Work instruction: Each line of the listing that contains the word "function" is to be copied.
== Segment start ==
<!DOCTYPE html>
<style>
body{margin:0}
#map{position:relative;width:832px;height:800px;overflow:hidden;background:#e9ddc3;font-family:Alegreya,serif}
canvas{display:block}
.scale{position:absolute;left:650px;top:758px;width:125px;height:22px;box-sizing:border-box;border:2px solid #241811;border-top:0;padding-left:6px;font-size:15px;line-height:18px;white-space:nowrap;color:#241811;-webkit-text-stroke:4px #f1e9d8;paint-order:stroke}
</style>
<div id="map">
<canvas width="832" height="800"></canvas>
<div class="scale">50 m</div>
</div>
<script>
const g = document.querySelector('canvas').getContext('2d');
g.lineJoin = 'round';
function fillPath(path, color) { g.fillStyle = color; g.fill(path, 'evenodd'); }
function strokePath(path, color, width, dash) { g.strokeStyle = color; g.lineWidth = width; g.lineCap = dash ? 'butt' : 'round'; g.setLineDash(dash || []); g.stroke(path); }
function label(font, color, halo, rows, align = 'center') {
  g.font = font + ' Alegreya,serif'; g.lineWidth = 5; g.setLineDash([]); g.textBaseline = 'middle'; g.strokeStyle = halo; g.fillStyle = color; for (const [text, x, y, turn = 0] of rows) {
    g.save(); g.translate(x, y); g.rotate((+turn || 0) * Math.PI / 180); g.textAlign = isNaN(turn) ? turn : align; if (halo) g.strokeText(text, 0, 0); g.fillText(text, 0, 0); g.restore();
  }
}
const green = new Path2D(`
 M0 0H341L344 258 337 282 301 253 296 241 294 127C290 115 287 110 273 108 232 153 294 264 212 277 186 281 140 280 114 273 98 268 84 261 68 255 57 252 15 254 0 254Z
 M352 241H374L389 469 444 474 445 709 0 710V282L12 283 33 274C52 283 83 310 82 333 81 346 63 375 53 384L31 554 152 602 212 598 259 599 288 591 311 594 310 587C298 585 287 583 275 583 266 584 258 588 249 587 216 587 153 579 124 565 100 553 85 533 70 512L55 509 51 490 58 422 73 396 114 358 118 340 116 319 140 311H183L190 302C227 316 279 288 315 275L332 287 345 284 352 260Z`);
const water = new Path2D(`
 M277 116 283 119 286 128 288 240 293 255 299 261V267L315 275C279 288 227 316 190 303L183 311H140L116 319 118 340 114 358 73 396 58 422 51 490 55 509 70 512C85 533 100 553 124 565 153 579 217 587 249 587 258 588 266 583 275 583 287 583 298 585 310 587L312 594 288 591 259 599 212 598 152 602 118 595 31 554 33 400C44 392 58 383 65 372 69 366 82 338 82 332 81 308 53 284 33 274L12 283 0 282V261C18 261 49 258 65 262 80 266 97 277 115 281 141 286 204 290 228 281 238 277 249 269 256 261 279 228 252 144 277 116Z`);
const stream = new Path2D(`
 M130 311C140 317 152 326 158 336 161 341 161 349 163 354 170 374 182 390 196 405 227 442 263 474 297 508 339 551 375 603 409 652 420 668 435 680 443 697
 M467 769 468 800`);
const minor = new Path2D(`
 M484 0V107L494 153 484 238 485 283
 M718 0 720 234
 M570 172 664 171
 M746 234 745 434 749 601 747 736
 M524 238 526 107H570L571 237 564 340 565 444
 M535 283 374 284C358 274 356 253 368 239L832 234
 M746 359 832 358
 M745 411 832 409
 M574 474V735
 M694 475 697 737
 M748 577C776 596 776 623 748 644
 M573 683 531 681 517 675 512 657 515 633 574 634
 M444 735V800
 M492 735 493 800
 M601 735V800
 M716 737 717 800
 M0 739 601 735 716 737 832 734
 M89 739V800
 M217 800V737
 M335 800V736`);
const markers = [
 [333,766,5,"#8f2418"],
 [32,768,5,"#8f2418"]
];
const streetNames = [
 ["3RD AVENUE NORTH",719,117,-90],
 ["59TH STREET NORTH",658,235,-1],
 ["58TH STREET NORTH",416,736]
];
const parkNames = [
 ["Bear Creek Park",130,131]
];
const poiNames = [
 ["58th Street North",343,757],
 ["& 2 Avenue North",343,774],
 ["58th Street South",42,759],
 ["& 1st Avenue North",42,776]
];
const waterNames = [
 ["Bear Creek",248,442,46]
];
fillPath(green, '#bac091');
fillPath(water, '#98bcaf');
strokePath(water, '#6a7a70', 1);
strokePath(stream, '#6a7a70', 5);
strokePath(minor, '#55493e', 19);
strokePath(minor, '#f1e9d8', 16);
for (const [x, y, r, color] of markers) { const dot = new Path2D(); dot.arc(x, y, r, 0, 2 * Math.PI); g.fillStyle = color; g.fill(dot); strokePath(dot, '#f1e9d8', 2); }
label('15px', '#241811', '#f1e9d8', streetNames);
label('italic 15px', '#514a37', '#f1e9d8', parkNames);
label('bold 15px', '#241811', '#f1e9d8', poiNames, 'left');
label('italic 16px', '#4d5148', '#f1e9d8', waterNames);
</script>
== Segment end ==
Problem solution:
function fillPath(path, color) { g.fillStyle = color; g.fill(path, 'evenodd'); }
function strokePath(path, color, width, dash) { g.strokeStyle = color; g.lineWidth = width; g.lineCap = dash ? 'butt' : 'round'; g.setLineDash(dash || []); g.stroke(path); }
function label(font, color, halo, rows, align = 'center') {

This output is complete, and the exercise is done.